Linda Lavin, Tony Award-winning actress, TV star of ‘Alice’ sitcom, dead at 87

Linda Lavin: The Tony Award-winning actress excelled as a waitress in Mel's Diner on the television sitcom "Alice" from 1976 to 1985. (Gilbert Flores/Variety via Getty Images)

Linda Lavin, a Tony Award-winning actress who appealed to television viewers as a working-class waitress on the television sitcom “Alice,” died Sunday, her representative said. She was 87.

The actress died of complications from recently discovered lung cancer, Bill Veloric, told The Associated Press in an email.

From 1976 to 1985, Lavin played the role of Alice Hyatt, a waitress in Mel’s Diner, a greasy-spoon diner in Phoenix run by its gruff owner Mel (Vic Tayback). Polly Holliday played the wise-cracking Flo, a fellow server, according to IMDb.com.

Lavin, whose character was also an aspiring singer, sang the show’s theme song, “There’s a New Girl in Town,” the AP reported.

Lavin, who won a Tony Award for her performance in the 1986 play “Broadway Bound,” had been working as recently as this month, Deadline reported. She was promoting her new Netflix series, “No Good Deed” and was filming an upcoming comedy series for Hulu, “Mid-Century Modern,” the entertainment news website reported.

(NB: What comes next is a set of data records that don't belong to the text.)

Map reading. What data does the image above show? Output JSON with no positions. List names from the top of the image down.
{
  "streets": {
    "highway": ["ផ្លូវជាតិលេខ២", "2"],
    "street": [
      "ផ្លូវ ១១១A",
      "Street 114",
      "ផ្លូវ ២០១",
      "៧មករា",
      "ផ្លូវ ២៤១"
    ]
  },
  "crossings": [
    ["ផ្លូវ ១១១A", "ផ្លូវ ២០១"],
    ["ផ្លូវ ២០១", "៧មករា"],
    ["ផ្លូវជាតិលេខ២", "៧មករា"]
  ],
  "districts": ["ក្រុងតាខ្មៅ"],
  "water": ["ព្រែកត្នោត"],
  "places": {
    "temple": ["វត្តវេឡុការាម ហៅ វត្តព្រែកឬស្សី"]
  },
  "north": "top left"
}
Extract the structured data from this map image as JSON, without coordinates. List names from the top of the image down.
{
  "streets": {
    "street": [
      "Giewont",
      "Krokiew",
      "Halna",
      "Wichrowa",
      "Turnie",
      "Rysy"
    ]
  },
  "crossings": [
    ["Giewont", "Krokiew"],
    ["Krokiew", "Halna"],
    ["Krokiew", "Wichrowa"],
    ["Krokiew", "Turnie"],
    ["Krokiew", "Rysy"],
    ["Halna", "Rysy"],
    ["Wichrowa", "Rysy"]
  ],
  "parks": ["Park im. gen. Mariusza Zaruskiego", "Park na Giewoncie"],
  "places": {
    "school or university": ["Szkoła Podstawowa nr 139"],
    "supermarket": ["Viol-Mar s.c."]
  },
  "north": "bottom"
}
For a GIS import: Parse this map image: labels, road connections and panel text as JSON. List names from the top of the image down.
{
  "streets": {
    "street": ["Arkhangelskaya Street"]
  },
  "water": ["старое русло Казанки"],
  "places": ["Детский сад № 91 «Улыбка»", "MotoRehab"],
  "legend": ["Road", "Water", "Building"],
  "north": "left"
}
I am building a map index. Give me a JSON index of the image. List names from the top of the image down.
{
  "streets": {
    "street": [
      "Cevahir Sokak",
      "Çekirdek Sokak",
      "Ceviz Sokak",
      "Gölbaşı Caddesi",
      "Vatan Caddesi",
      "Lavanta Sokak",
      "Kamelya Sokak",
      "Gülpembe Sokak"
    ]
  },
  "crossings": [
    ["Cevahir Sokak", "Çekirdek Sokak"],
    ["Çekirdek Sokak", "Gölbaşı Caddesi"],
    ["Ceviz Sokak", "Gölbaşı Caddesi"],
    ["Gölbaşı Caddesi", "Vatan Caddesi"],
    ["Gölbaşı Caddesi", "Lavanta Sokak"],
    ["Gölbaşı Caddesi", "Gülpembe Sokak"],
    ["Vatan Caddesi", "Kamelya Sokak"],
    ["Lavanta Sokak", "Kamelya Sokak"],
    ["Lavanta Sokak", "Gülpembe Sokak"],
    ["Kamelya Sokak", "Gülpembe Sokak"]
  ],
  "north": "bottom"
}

The Maine native, who grew up in Portland, played Detective Janice Wentworth in a recurring role during the first two seasons of the sitcom “Barney Miller” when she was hired to play the lead in “Alice,” according to The Hollywood Reporter. The show was based on the Martin Scorcese-directed movie, “Alice Doesn’t Live Here Anymore.”

The show was nominated for eight Prime Time Emmy Awards and thrust Lavin into the women’s movement because of her role as a widowed mother working to make ends meet for herself and young her son.

Starring on Alice pulled her right into the women’s movement, she recalled in a 2012 interview. “I knew it behooved me to learn about single mothers and working women,” Lavin said in a 2012 interview. “So I went to Gloria Steinem, whom I had met briefly, and she hooked me up with writers and columnists and newspeople who were writing about working women.

“I learned that Alice represented 80% of all the women who work in this country who were still struggling at 69 cents to the dollar that men were making for the same quality of work. Suddenly, I had a rhetoric, I had a commitment.”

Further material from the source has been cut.